BEGIN Data for processing
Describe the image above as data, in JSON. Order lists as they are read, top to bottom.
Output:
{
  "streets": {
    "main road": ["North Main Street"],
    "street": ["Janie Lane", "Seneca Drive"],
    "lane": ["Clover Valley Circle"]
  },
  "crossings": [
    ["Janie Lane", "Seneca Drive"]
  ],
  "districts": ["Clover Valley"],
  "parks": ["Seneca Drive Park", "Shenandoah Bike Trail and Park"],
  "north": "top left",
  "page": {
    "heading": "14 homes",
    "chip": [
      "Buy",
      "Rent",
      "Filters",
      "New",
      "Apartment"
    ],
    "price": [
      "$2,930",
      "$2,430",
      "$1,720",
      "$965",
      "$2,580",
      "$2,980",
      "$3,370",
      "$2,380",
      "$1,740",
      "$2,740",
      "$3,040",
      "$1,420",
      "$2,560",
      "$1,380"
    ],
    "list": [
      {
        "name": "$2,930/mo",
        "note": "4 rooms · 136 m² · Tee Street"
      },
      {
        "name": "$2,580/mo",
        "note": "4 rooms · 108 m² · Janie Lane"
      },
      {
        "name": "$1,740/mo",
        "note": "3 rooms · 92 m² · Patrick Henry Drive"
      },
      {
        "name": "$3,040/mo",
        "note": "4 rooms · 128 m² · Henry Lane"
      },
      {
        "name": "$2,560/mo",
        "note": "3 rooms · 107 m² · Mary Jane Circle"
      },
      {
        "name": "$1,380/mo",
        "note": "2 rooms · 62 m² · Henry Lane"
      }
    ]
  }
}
END Data for processing
About this exercise: An exact reproduction of all the records is needed.

Answer section:
Describe the image above as data, in JSON. Order lists as they are read, top to bottom.
Output:
{
  "streets": {
    "main road": ["North Main Street"],
    "street": ["Janie Lane", "Seneca Drive"],
    "lane": ["Clover Valley Circle"]
  },
  "crossings": [
    ["Janie Lane", "Seneca Drive"]
  ],
  "districts": ["Clover Valley"],
  "parks": ["Seneca Drive Park", "Shenandoah Bike Trail and Park"],
  "north": "top left",
  "page": {
    "heading": "14 homes",
    "chip": [
      "Buy",
      "Rent",
      "Filters",
      "New",
      "Apartment"
    ],
    "price": [
      "$2,930",
      "$2,430",
      "$1,720",
      "$965",
      "$2,580",
      "$2,980",
      "$3,370",
      "$2,380",
      "$1,740",
      "$2,740",
      "$3,040",
      "$1,420",
      "$2,560",
      "$1,380"
    ],
    "list": [
      {
        "name": "$2,930/mo",
        "note": "4 rooms · 136 m² · Tee Street"
      },
      {
        "name": "$2,580/mo",
        "note": "4 rooms · 108 m² · Janie Lane"
      },
      {
        "name": "$1,740/mo",
        "note": "3 rooms · 92 m² · Patrick Henry Drive"
      },
      {
        "name": "$3,040/mo",
        "note": "4 rooms · 128 m² · Henry Lane"
      },
      {
        "name": "$2,560/mo",
        "note": "3 rooms · 107 m² · Mary Jane Circle"
      },
      {
        "name": "$1,380/mo",
        "note": "2 rooms · 62 m² · Henry Lane"
      }
    ]
  }
}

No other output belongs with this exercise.